> **AIM OF THE TASK**: Search the entries below for "serif". Report each line where it occurs.

> **DATA PROVIDED**:
##############################

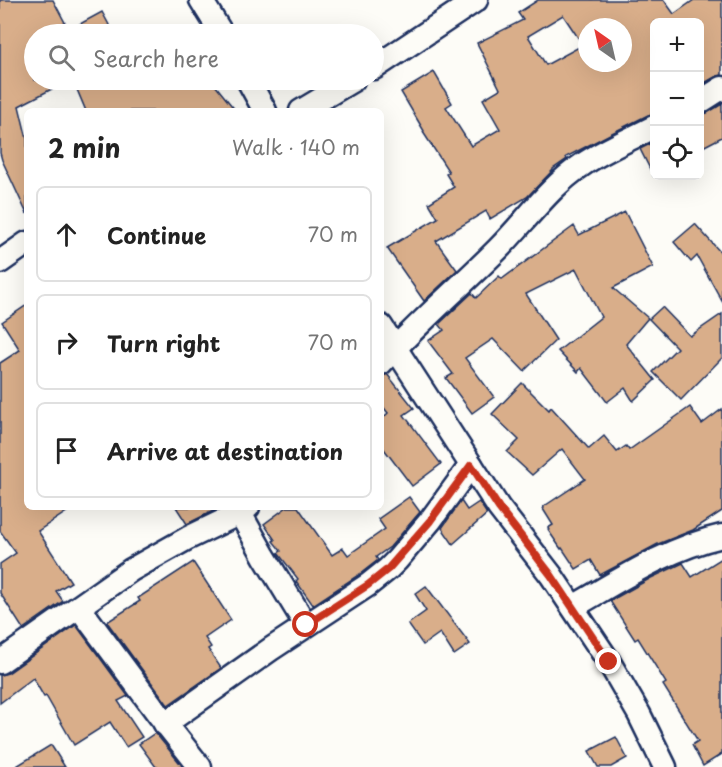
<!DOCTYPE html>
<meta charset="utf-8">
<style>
:root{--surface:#fff;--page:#f6f6f6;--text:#222;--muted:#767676;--line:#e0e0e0}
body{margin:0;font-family:"Playpen Sans",sans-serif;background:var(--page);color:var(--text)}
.controls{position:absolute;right:18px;top:18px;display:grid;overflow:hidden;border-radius:9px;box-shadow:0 6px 24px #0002}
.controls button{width:54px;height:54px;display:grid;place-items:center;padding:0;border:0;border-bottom:2px solid var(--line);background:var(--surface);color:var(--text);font:30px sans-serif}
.compass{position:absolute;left:578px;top:18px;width:54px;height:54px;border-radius:50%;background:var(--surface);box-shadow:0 6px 24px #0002;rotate:326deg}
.stop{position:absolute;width:18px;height:18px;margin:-14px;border:4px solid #c8321e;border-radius:50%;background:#fff}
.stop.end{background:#c8321e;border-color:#fff;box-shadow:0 2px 6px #0008}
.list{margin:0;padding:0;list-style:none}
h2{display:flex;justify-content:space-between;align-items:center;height:78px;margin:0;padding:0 24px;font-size:26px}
h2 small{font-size:20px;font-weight:400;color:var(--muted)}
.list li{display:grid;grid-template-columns:39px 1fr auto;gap:18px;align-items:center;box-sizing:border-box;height:96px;margin:0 12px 12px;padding:0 12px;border:2px solid var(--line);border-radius:9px}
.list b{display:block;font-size:22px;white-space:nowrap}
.list em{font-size:20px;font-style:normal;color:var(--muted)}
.icon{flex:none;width:33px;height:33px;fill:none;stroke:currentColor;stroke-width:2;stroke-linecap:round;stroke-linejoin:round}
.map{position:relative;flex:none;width:722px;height:767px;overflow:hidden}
.search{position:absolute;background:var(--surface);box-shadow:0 6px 24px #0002;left:24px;top:24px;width:360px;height:66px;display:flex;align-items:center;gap:15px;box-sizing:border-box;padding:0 21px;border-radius:33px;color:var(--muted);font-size:22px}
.panel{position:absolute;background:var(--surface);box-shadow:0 6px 24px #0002;left:24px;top:108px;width:360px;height:402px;border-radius:9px}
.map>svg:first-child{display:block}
</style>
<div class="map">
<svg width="722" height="767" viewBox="0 0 722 767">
<rect width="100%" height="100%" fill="#fdfcf7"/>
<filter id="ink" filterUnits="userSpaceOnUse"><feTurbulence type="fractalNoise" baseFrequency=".0167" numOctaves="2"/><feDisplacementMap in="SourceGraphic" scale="12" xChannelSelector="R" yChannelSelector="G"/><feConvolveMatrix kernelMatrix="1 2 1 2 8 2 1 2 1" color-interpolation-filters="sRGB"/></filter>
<g filter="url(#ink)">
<g fill="#d9ae8a" stroke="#1b2f5e" stroke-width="1.5" fill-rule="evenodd">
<polygon points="0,0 53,0 69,30 102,12 114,34 34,34 34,80 69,80 19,106 27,139 27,214 2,160 0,153"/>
<path d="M538,0H664L674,14L694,0H722V75L715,77L699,86V22H654V114L648,115L612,133L566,157L567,159L553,169V170L527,197L490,219L486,211L436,241L457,270L424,301L387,248L438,218L429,203L454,187L446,174L449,172L423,132L424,131L401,92L434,72L452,103L446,107L471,146L500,129L483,99L500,89L477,43L523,20L518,13ZM563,15L583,45L546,65L528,36ZM587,27H623V63H587Z"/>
<polygon points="73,80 211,80 236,111 86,111"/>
<polygon points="722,104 722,137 699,149 699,115 707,113"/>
<polygon points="654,142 654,177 640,149"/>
<polygon points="625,212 653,267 613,288 648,318 626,344 655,380 633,401 625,388 607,402 581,368 578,372 558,351 601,317 576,269 526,294 556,340 524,371 493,339 465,358 494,397 472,413 446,378 453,374 428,341 444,330 439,324 472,293 476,298 499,276 502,279 574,226 579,235"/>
<polygon points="695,224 722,254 722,301 697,256 691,262 674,242"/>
<polygon points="27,305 27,507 74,507 38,531 71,582 56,591 63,601 23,629 0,593 0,564 16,553 0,531 0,363 20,350 2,322"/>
<polygon points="662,307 690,336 722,314 722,358 681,400 653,372 677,348 649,319"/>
<polygon points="387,374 414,408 404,415 441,464 412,486 381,445 381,420 388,413 381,404 381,376"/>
<polygon points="522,383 549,410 551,407 589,449 604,436 617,452 626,446 629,450 690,407 702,424 722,409 722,511 693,530 658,544 600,575 591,560 576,569 562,548 561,549 548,530 549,529 548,528 553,525 543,509 544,508 543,507 585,479 562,449 532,475 507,452 519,440 492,414"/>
<polygon points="409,497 420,512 390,547 376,557 378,560 360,574 313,605 296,581 298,579 278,553 281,551 273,541 275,540 264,524 287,507 298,507 332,555 343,548 348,555 385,529 378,519"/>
<polygon points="461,501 467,510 479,502 487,514 453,544 442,528"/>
<polygon points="176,507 221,507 187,524"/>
<polygon points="722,558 722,754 703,766 692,745 698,741 663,685 666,683 638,638 635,640 610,601 651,578 683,563 692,577"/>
<polygon points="193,562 231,620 205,638 211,647 208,649 221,668 168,705 107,622 140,601 138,598"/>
<polygon points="426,586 470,644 454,655 440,633 423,645 408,624 426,611 415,594"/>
<polygon points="76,625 128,696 118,701 142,737 126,747 110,722 74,745 46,696 44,697 33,678 0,703 0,675 8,673"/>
<polygon points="155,733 157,735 183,767 156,767 139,744"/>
<polygon points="616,737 627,758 611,767 598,767 589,751"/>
<polygon points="51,745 65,767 15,767"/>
</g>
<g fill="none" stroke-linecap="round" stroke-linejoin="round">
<g stroke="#1b2f5e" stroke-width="27">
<g id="minor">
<polyline points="201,0 222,34"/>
<polyline points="374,68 476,0"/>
<polyline points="248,80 265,111"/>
<polyline points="700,102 722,88"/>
<polyline points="301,111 353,80"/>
<polyline points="0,262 27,243"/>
<polyline points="381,326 499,508 551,575 609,662 639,714 665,767"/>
<path d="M381,363C418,323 460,287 498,249C526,221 549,187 582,165C604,150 631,139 654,127"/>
<polyline points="240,513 264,556 306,625"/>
<polyline points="79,607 159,715 200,767"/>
<path d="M573,607C620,580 668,548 722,536"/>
<polyline points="0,662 131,570 188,538 240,513 248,507"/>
<polyline points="165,724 271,649 368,585 388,569 397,560 430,521 471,465"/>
</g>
</g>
<use href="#minor" stroke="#fdfcf7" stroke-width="22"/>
</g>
</g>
<g fill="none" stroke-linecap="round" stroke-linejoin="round" filter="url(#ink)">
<polyline stroke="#c8321e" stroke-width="8" points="306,625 368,585 388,569 430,521 471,465 499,508 551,575 609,662"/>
</g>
</svg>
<div class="controls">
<button>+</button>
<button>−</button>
<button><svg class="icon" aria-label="locate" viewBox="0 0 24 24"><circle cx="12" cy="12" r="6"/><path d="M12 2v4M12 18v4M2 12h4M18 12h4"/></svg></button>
</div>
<svg class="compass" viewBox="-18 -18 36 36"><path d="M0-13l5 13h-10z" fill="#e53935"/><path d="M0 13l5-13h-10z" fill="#767676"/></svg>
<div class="stop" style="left:306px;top:625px"></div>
<div class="stop end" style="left:609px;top:662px"></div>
<div class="search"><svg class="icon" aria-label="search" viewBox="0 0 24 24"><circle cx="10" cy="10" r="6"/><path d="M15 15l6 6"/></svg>Search here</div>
<section class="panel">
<h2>2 min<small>Walk · 140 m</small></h2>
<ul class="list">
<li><svg class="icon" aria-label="ahead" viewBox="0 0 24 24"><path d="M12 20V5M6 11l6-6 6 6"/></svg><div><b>Continue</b></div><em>70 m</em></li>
<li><svg class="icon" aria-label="right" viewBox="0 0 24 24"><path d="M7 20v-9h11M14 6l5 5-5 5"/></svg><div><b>Turn right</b></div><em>70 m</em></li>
<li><svg class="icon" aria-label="arrive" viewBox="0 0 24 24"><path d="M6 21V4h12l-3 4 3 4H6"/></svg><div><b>Arrive at destination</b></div></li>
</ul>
</section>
</div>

##############################

> **SOLUTION**:
body{margin:0;font-family:"Playpen Sans",sans-serif;background:var(--page);color:var(--text)}
.controls button{width:54px;height:54px;display:grid;place-items:center;padding:0;border:0;border-bottom:2px solid var(--line);background:var(--surface);color:var(--text);font:30px sans-serif}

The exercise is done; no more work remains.